Les résultats majeurs du Dr Antonucci ont aussi été obtenus pour un coût très inférieur. De tels programmes constituaient un témoignage permanent de l'existence à la fois de réponses authentiques et d'espoir pour les personnes gravement troublées.
Dacia Maraini, l'un des écrivains italiens les plus célèbres, dans une interview avec à Giorgio Antonucci, se demande pourquoi, compte tenu des bons résultats obtenus, il n'en est pas de même dans d'autres services que le sien: « Tout d'abord parce que c'est très fatiguant », répond Antonucci avec sa voix tranquille, « il m'a fallu cinq ans de travail très dur pour rétablir la confiance de ces femmes; cinq ans de conversations, même de nuit, de relation face à face. Ce n'est pas une technique, mais une façon différente de concevoir les relations humaines. »
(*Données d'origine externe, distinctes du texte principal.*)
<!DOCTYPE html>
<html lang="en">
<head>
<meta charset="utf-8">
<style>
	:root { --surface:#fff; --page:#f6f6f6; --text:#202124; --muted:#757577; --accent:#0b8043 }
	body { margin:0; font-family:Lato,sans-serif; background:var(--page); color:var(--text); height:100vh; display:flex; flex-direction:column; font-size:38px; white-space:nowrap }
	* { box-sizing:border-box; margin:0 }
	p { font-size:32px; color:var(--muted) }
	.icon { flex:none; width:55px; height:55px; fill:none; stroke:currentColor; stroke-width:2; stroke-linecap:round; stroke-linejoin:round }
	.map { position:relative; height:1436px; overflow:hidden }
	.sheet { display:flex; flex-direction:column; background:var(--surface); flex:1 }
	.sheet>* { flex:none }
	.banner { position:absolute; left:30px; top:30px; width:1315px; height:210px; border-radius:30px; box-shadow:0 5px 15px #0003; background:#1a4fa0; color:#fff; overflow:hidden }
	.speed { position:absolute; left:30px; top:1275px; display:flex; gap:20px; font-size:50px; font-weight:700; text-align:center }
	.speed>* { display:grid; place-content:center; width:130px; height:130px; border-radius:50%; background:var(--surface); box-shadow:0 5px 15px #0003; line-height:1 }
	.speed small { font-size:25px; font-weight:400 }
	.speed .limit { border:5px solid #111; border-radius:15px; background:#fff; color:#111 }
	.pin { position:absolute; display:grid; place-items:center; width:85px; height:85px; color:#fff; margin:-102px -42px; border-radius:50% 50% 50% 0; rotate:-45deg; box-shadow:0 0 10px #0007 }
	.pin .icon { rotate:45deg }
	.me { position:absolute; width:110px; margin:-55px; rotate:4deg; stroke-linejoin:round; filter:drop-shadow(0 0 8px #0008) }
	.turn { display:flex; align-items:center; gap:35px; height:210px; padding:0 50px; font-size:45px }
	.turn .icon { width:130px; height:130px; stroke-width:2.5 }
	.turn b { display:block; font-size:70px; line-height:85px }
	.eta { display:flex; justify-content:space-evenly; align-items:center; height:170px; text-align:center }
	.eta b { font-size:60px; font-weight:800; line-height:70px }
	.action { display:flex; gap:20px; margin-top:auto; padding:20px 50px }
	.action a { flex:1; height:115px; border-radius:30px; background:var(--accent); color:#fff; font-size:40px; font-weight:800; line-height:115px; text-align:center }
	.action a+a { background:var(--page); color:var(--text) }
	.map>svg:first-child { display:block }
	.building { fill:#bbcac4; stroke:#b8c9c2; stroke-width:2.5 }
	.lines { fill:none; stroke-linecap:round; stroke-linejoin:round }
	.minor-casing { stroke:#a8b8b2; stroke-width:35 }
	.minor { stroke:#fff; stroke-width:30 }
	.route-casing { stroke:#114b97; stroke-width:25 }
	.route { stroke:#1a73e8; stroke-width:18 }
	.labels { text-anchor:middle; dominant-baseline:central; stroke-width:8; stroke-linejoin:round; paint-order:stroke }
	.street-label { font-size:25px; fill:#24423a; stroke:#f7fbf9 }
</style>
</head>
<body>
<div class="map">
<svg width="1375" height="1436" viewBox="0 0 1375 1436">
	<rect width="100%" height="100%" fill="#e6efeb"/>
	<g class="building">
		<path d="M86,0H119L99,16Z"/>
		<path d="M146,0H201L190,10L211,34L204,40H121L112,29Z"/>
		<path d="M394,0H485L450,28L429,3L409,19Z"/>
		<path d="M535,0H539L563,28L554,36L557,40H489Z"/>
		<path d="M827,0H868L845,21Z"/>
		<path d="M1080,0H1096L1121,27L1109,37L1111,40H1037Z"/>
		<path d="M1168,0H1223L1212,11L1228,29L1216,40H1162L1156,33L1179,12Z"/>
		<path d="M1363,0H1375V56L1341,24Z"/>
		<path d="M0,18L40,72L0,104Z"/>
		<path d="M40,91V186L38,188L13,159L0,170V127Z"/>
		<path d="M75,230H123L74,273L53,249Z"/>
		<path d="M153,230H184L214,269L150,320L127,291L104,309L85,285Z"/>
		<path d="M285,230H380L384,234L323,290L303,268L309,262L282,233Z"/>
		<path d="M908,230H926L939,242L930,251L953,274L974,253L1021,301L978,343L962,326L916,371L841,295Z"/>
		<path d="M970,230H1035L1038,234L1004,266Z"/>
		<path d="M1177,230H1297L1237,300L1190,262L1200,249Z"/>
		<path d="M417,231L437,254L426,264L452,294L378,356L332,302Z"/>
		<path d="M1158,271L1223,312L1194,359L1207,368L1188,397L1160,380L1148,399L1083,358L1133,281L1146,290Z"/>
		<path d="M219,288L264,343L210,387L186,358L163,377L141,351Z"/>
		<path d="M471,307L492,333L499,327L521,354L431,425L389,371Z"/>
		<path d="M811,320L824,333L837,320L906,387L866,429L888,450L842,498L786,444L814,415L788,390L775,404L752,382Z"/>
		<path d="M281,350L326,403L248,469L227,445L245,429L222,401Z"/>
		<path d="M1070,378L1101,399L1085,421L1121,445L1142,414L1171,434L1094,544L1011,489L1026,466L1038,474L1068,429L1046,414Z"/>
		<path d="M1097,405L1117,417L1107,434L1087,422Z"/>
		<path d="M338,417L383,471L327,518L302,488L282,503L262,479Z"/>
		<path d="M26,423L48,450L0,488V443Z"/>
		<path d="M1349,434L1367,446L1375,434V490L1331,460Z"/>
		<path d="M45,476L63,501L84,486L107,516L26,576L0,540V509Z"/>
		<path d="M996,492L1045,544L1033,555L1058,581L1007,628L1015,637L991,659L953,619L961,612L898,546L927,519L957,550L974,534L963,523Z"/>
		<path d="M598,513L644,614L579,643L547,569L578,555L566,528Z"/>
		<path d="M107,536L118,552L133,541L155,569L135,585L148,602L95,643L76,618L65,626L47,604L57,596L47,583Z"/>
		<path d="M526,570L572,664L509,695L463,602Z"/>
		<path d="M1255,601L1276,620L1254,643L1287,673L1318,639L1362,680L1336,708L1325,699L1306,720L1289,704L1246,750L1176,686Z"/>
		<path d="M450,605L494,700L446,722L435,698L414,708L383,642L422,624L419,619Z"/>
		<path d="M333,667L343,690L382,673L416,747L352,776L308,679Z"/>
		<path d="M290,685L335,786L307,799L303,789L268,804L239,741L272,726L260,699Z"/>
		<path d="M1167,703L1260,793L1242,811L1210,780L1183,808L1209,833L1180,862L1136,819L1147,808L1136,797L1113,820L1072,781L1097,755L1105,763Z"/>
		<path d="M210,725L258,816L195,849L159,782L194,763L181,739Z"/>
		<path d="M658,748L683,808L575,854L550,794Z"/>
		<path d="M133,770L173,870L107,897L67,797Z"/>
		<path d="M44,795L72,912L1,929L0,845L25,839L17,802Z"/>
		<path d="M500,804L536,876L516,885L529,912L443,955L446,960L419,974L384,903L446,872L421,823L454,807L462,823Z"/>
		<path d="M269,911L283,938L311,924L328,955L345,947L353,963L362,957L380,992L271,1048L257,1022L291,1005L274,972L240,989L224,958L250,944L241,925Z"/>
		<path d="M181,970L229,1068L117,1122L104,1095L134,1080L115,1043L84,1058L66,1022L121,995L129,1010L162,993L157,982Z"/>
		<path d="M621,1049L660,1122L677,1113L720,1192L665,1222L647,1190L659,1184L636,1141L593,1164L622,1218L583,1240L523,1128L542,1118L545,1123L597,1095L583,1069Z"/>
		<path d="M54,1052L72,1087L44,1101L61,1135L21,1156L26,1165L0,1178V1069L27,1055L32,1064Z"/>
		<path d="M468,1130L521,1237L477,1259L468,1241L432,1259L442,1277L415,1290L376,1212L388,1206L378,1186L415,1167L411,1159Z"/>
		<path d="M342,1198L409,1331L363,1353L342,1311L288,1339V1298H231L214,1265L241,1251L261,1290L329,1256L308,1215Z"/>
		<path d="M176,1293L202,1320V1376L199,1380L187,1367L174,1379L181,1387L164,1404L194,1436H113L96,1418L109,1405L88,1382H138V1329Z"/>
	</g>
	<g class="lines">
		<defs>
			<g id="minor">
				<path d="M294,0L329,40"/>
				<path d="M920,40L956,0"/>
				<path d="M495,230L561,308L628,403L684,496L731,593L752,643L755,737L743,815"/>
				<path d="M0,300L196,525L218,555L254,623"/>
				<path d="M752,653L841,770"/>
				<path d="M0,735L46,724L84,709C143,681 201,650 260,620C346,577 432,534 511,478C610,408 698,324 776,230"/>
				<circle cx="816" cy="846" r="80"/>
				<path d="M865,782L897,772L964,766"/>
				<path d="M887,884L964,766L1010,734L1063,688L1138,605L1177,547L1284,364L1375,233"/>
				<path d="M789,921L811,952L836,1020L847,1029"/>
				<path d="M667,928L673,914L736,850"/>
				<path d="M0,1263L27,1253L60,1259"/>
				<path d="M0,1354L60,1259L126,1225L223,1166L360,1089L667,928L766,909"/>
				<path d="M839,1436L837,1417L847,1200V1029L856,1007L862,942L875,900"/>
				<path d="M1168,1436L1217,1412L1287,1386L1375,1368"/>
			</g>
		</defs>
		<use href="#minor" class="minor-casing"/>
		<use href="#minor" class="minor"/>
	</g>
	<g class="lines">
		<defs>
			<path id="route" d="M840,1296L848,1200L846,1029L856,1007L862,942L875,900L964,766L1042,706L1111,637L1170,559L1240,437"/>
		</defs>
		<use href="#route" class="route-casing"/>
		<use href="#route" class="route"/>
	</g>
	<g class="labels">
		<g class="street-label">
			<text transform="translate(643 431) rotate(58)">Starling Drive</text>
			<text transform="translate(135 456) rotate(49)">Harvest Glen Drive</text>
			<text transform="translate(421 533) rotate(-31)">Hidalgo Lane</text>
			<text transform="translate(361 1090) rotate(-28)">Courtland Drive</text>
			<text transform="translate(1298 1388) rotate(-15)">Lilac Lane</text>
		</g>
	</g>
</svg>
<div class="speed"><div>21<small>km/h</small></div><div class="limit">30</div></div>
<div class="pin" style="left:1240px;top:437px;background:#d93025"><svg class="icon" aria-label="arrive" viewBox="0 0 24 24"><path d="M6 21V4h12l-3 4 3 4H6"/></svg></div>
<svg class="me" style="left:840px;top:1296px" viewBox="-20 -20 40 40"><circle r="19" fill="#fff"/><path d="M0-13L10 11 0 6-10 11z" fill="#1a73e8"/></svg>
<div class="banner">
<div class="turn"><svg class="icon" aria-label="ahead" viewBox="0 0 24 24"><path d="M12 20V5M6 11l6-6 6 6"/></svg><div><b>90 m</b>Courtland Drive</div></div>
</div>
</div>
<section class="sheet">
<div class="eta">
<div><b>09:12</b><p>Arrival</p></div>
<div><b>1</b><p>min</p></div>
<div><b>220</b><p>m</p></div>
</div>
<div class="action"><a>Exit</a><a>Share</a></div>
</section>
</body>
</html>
Giorgio Antonucci et Dacia Maraini |
« Quelle est cette nouvelle méthode qui concerne les ainsi-nommés "malades mentaux"? » demande l'écrivain. « Pour moi, cela signifie que les malades mentaux n'existent pas et que la psychiatrie doit être complètement éliminée. Les médecins ne devraient traiter que les maladies corporelles. Historiquement en Europe, la psychiatrie est née dans une période où la société était organisée de manière plus stricte, et il fallait de larges déplacements de main-d'œuvre. Au cours de ces déportations, dans des conditions difficiles et hostiles, beaucoup de gens sont restés perturbés, confus, ne produisaient plus de produits et il fallut donc les mettre de côté. Rosa Luxemburg a dit: "Avec l'accumulation de capitaux et le mouvement des gens, les ghettos du prolétariat s'élargirent". »
Au 17ème siècle, lorsque la monarchie absolue (l'État) prend forme en France, les asiles sont appelés "centres d'hébergement pour les pauvres qui ennuient la communauté". La psychiatrie est venue ensuite, en tant que couverture idéologique. Dans le traité psychiatrique de Bleuler, l'inventeur du terme schizophrénie, il est écrit que les schizophrènes sont ceux qui souffrent de dépression, qui se tiennent debout sans bouger ou bien courent dans la cour. Mais que pouvaient-ils faire d'autre en tant que détenus? Finalement, Bleuler conclut involontairement: « Ils sont tellement étranges que parfois ils nous ressemblent ».